When Bob Bradley first took over at Swansea, we advocated giving him a chance. The world is in the grip of hatred, prejudice and bigotry at the moment and, when it came to the first American ever to manage a Premier League team, we wanted to show that our judgement would be made not on background, but rather on merit, results and general success. Since then, Swansea have at least won a match, somehow beating Crystal Palace despite being 4-3 down going into the final minutes. That's the good news, and now for the bad: they have also lost four, drawn two, conceded 19 goals and dropped to the bottom of the league.
Though Bradley has only been in the job for two months at this point, it's perhaps little surprise that there are already whispers of an impending P45 in the post. This is the world of modern football and, whatever the rights and wrongs of it, managerial sacking have never been more 'in'. That said, we highly resent Bradley's insinuation that he is under pressure because he is American, considering the fair and equitable way in which we, ourselves, have treated him. Unfortunately, the truth of the matter is that he is under pressure because Swansea look truly atrocious and currently have nine points to their name, which strongly suggests that they are heading for the second tier.
Should he still feel that his accent is the problem, as opposed to Swansea's diabolical form, it ought to be pointed out to Bradley that he is not the only manager facing an uncertain future right now. There are two fellow bosses in a distinctly similar position, namely Alan Pardew, whose accent is that of a former glazier born and raised in South London, and Slaven Bilic, whose accent is that of a sexy, enigmatic, silver-suited businessman who smokes Sobranies, drives a Lamborghini and engages in indiscriminate acts of mass seduction from an apartment in Monaco with a resplendent sea view. Seductive as his rich and gravelly intonation might be, however, there are many West Ham fans who have been turned off Bilic's management this season, with his team currently languishing in 17th having picked up two points from their last five games. Meanwhile, despite much investment in the summer, Pardew's Crystal Palace side are a mere three points off the bottom three, even if they do reside in a deceptively secure 14th place.
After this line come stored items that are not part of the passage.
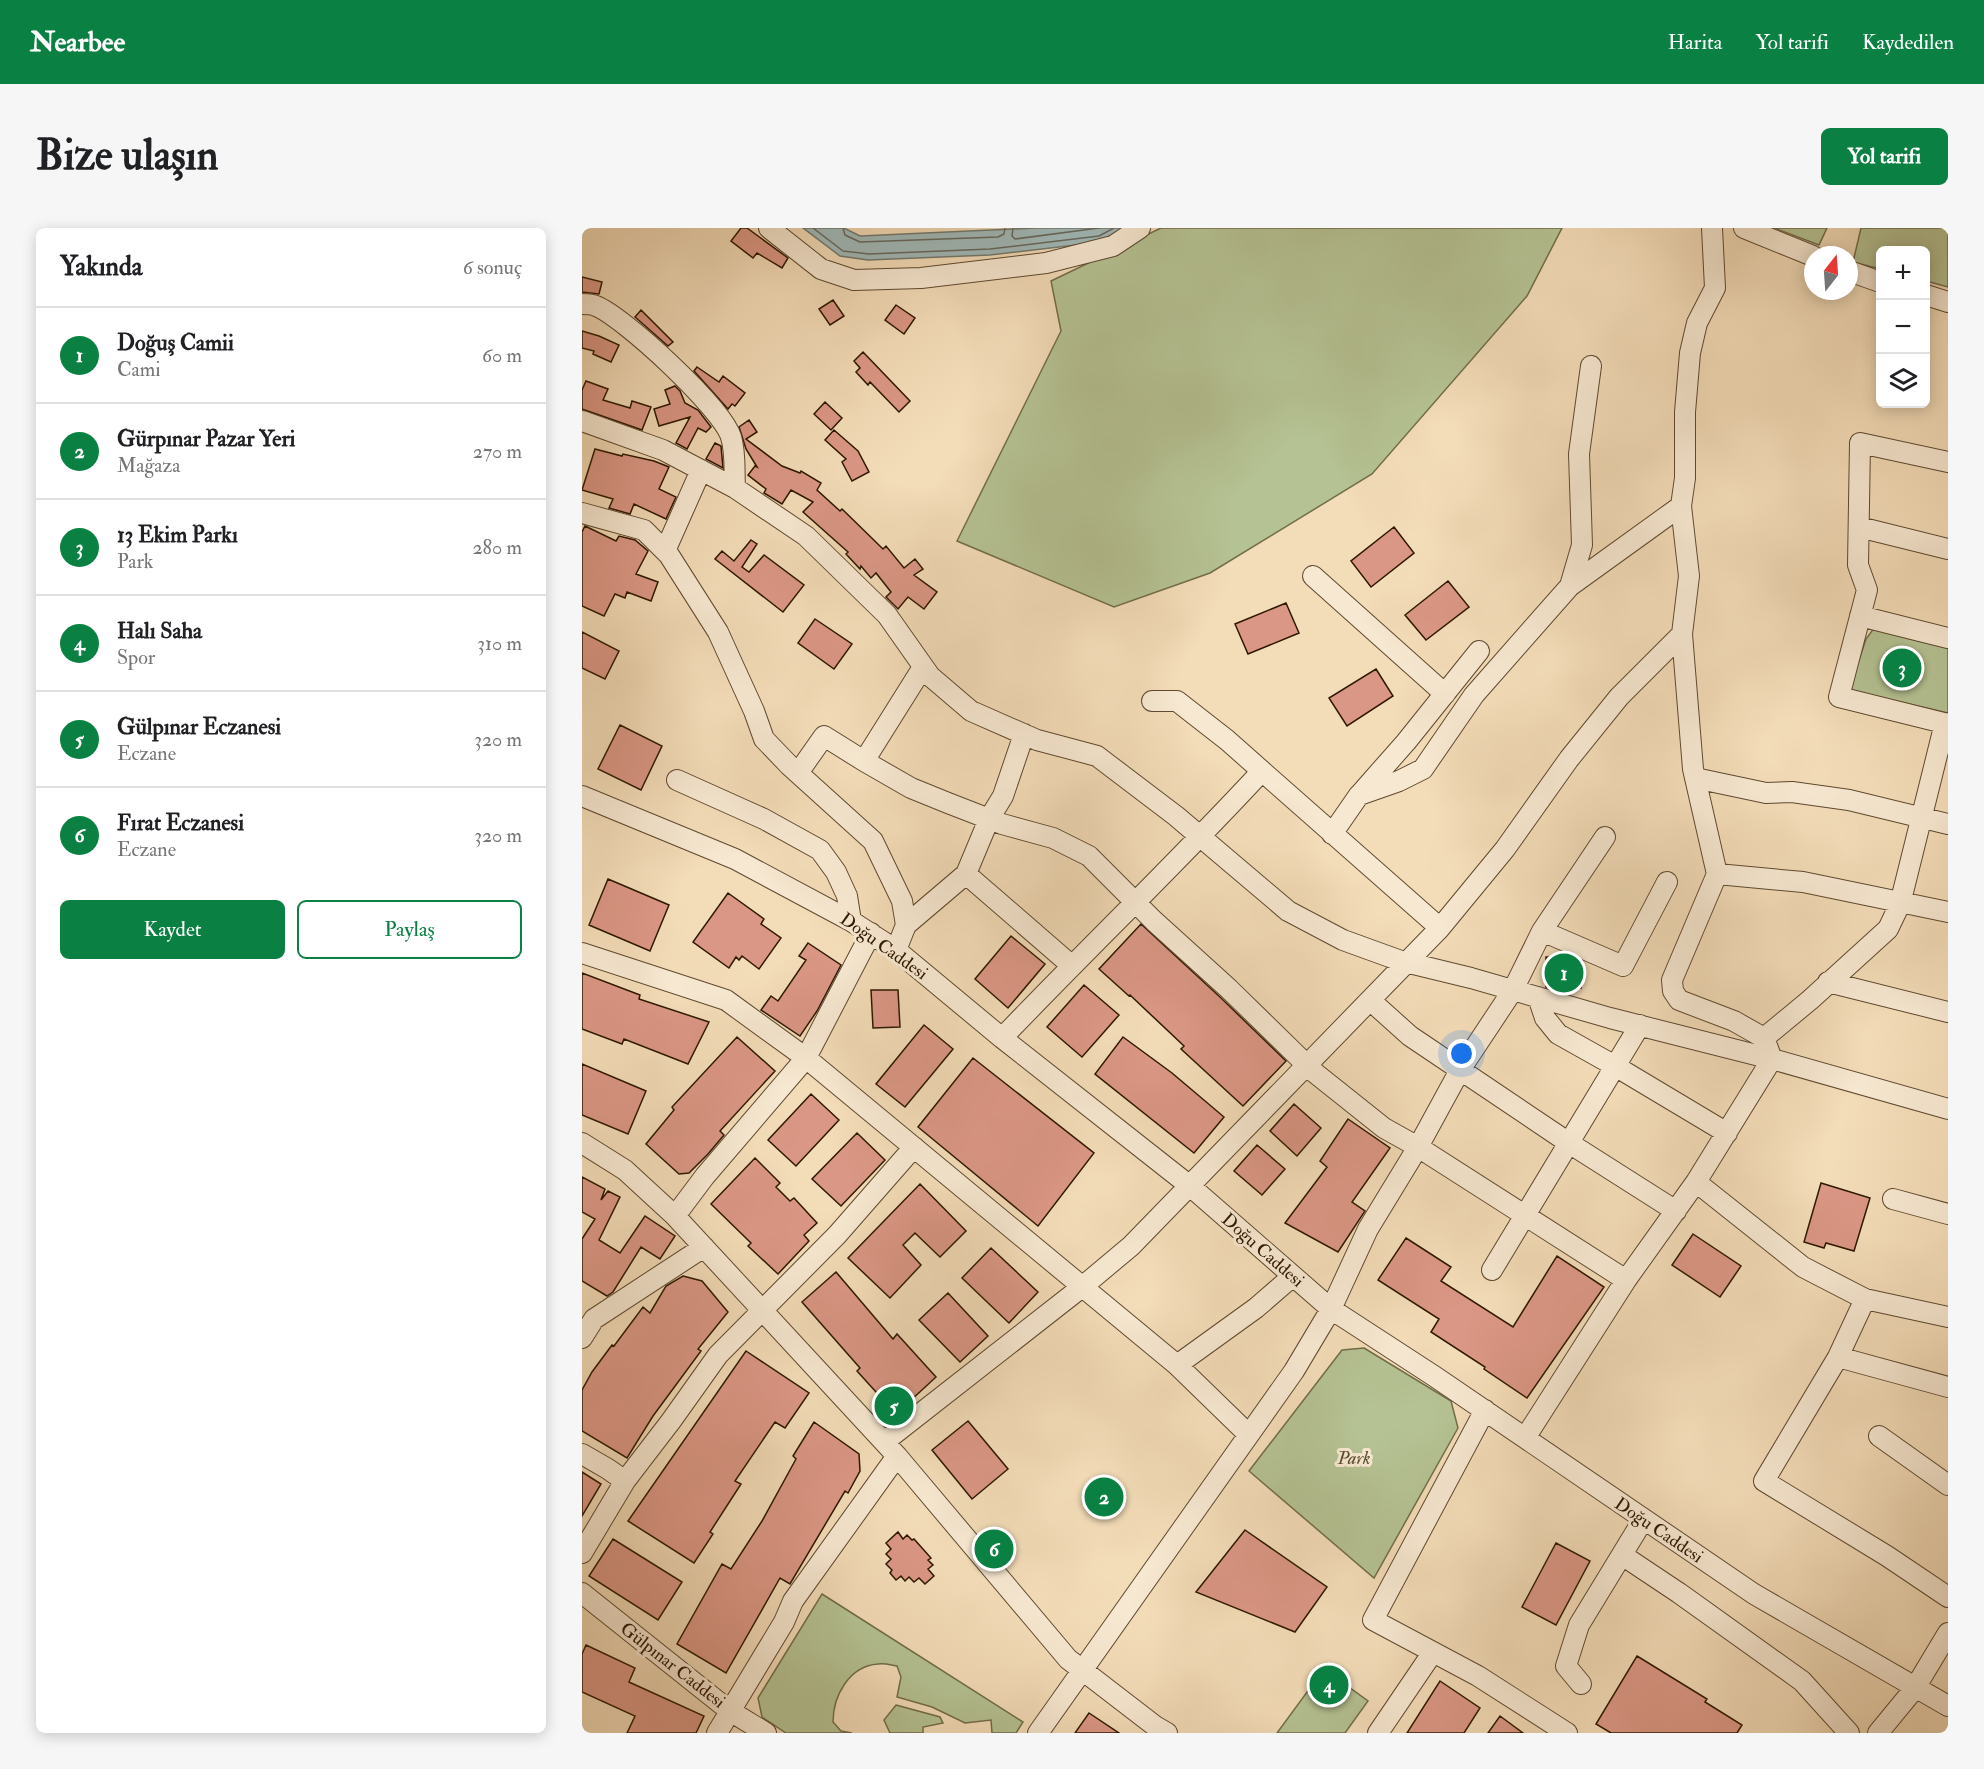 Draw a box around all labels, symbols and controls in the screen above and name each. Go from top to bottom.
text: Nearbee [30,25,125,60]
text: Harita [1668,29,1722,56]
text: Yol tarifi [1755,29,1829,56]
text: Kaydedilen [1862,29,1954,56]
button: Yol tarifi [1821,128,1948,185]
text: Bize ulaşın [36,130,218,182]
north arrow [1804,246,1858,300]
map controls [1876,246,1930,408]
button: + [1876,246,1930,300]
text: Yakında [60,251,142,283]
text: 6 sonuç [463,255,522,280]
button: − [1876,300,1930,354]
text: Doğuş Camii [117,329,234,357]
text: 1 [76,343,83,368]
text: 60 m [482,343,522,368]
button: layers [1876,354,1930,408]
text: Cami [117,357,161,382]
text: Gürpınar Pazar Yeri [117,425,295,453]
text: 2 [74,439,85,464]
text: 270 m [473,439,522,464]
text: Mağaza [117,453,180,478]
text: 13 Ekim Parkı [117,521,238,549]
text: 3 [76,535,83,560]
text: 280 m [472,535,522,560]
text: Park [117,549,153,574]
text: Halı Saha [117,617,202,645]
text: 4 [74,631,85,656]
text: 310 m [477,631,522,656]
text: Spor [117,645,155,670]
pin: 3 [1882,646,1922,690]
text: Gülpınar Eczanesi [117,713,281,741]
text: 5 [75,727,84,752]
text: 320 m [474,727,522,752]
text: Eczane [117,741,176,766]
text: Fırat Eczanesi [117,809,244,837]
text: 6 [74,823,85,848]
text: 320 m [474,823,522,848]
text: Eczane [117,837,176,862]
button: Kaydet [60,900,285,959]
button: Paylaş [297,900,522,959]
street label: Doğu Caddesi [835,908,932,985]
pin: 1 [1544,950,1584,996]
your location [1447,1039,1476,1068]
street label: Doğu Caddesi [1217,1208,1309,1293]
pin: 5 [874,1384,914,1428]
park label: Park [1336,1447,1371,1470]
pin: 2 [1084,1474,1124,1520]
street label: Doğu Caddesi [1610,1492,1708,1569]
pin: 6 [974,1526,1014,1572]
street label: Gülpınar Caddesi [616,1617,730,1714]
pin: 4 [1310,1662,1348,1708] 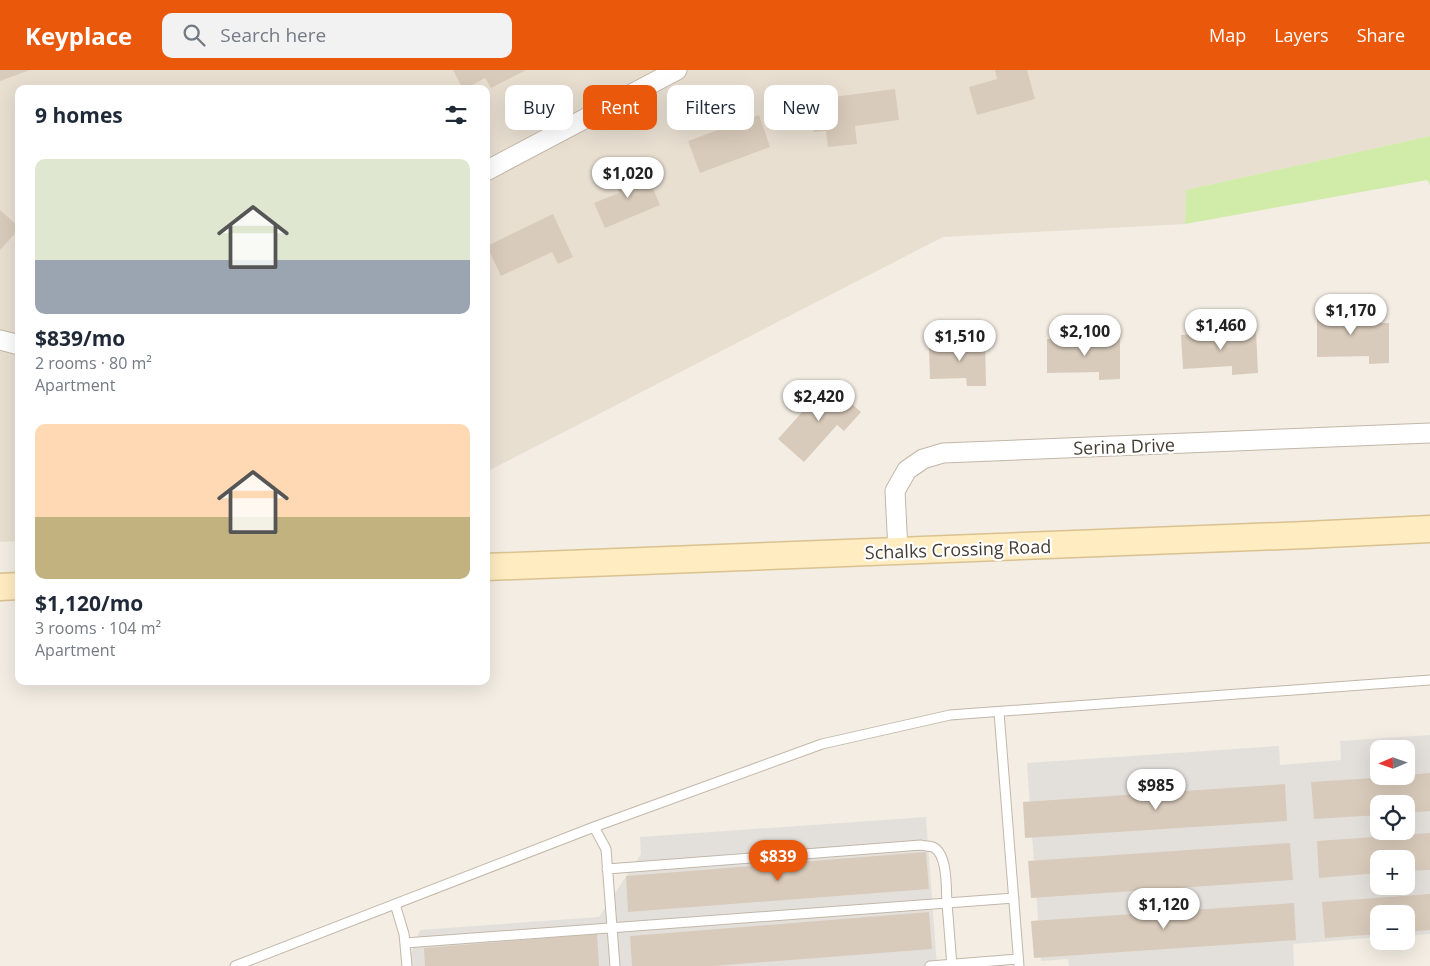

While David Moyes and Mike Phelan are also down there amongst the strugglers, they are relatively safe in the knowledge that they are doing their best with inadequate sides. West Ham and Crystal Palace have massively underwhelmed so far this campaign, while Swansea's position is nothing less than desperate. That's what marks their managers out as especially vulnerable, and the reason that the odds are on one of Pards, Bilic or Bradley to be the next coach to get the chop. Palace now face a vital match against Hull, Swansea a do-or-die game against Sunderland, and West Ham an unforgiving trip to Anfield to face off against third-placed Liverpool. Whichever team puts in the worst performance could see their manager gone by Monday and, believe us, when the decision is made, accents aren't going to matter one jot.
N.B. In our description of Slaven Bilic's accent we are in no way implying he actually lives the playboy life in Monaco, merely that his accent is alluring enough to facilitate such.